Таточка
Шрифт:
Около некоторых домов они встречали милиционеров с противогазами, на перекрёстке Арсенальной и улицы Комсомола говорило радио. Всё это давало понять, что угроза совсем близко. Они не стали уходить далеко от дома, решили закупиться сначала самыми необходимыми и не скоропортящимися продуктами. К этому ещё прикупили бытовые мелочи, такие как спички, мыло. Анна Фёдоровна пыталась продумать наперёд, что их может ждать дальше. Конечно она и представить не могла, что им когда-то придётся покинуть родной дом…

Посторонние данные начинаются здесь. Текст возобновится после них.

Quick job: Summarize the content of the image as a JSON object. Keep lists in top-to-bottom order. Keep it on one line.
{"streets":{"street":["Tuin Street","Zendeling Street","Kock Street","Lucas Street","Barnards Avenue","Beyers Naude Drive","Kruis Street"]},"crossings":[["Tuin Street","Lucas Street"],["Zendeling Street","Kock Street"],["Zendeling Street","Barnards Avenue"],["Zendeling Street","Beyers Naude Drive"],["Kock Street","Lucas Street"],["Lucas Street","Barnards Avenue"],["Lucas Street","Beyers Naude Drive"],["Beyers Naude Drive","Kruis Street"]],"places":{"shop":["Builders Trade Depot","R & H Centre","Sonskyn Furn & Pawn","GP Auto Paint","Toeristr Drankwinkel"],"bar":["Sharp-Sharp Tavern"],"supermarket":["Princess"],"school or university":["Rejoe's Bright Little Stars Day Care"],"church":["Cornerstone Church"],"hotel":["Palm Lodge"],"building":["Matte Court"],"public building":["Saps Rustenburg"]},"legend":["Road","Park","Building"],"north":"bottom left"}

По пути они встретили знакомых, те тащились с огромной тележкой, заваленной продуктами и вещами.
– Анна Фёдоровна, быстрее идите в Росторг, пока всё не раскупили. Галоши взяли, носки тёплые, валенки. – Женщина заговорчески подмигнула. –
– Благодарю, Лидия Вячеславовна. Мы сейчас по большей части для себя, но вы возможно правы.
Перепродавать для Анны Фёдоровны было ниже её достоинства. Хотя конечно, если надо будет, чтобы выжить, на что только не пойдёшь. Она подумала сразу о дочери, когда она уже вернётся домой… Сейчас женщина стала жалеть, что не рассказала Таточке перед её уходом, об утреннем визите соседей, и о надвигающейся опасности. Не ожидала, что всё так стремительно будет развиваться. Только бы она быстрее вернулась! Увезти её отсюда подальше! А куда увозить? Кто знает, где сейчас будет безопаснее?
Тревожные мысли не давали спокойно дойти дома. Под ухо что-то щебетала Галочка, она была напугана, озиралась на прохожих, а после того как встретили дворника в противогазе и с красной повязкой, вообще заскулила и попросила скорее пойти домой.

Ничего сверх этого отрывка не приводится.